The Principle of Accretion:

The total principle can be stated most compactly as follows:

“The (gravitational) potential energy is converted to rotational kinetic energy as the gas falls closer to the black hole (due to collisions between particles), which is then converted into heat via friction between the particles. This heat is then radiated away as electromagnetic radiation.”
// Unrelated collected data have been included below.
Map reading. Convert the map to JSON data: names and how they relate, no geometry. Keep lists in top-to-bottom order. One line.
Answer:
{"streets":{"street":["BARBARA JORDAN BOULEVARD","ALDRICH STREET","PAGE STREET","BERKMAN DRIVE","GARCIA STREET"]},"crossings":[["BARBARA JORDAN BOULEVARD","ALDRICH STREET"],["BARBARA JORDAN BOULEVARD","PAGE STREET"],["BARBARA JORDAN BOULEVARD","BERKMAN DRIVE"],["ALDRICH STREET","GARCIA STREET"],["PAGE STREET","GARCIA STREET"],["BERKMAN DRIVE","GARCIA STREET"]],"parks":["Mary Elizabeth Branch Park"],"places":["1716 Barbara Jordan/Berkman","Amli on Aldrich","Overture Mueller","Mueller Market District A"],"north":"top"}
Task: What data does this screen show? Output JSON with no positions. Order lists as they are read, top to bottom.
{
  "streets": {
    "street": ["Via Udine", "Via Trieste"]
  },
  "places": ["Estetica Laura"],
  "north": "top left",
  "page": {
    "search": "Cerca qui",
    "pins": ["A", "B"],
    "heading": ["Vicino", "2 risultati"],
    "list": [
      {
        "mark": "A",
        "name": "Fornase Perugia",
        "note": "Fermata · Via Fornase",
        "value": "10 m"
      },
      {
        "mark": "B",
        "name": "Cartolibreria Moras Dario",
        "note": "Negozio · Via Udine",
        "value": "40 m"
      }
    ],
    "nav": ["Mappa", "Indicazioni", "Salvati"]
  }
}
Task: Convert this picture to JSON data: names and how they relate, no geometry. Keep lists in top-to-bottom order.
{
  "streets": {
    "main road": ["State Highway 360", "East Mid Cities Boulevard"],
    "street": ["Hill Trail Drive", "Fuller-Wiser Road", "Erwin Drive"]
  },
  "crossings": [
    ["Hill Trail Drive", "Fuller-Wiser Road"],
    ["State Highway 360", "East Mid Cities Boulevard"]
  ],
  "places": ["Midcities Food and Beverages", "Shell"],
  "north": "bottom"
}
Having said that, lets go into a bit more detail.
For every massive body in the universe, there is associated with it its very own gravitational field. The same is the case for the SMBH at the center of the galaxy. In this gravitational field, the accreting material (which is gas) is arranged into orbits around the black hole in an analogous manner to that of the solar system. The gas is arranged into a disk shape due to the intrinsic angular momentum of the central black hole, combined with collisions between the particles. This disk is perpendicular to the angular momentum vector of the black hole. This is illustrated with the following artist’s impression:

Thus, when the gas falls from outer orbits into the inner orbits, its gravitational potential is converted into kinetic energy. If this inflow of the gas is not stopped, then the gas will just fall into the black hole without radiating anything away.
However, the thing that stops this direct inflow of gas is the fact that the gas surrounding the black hole possess some amount of angular momentum. Thus, in accordance with the conservation of angular momentum, there is the formation of a “barrier” due to the angular momentum of the gas which prevents it from falling directly into the black hole.
Next, the force of friction can be assumed to be much smaller than the gravitational force produced by the black hole. Thus, the disk will rotate locally with Keplerian velocity, i.e.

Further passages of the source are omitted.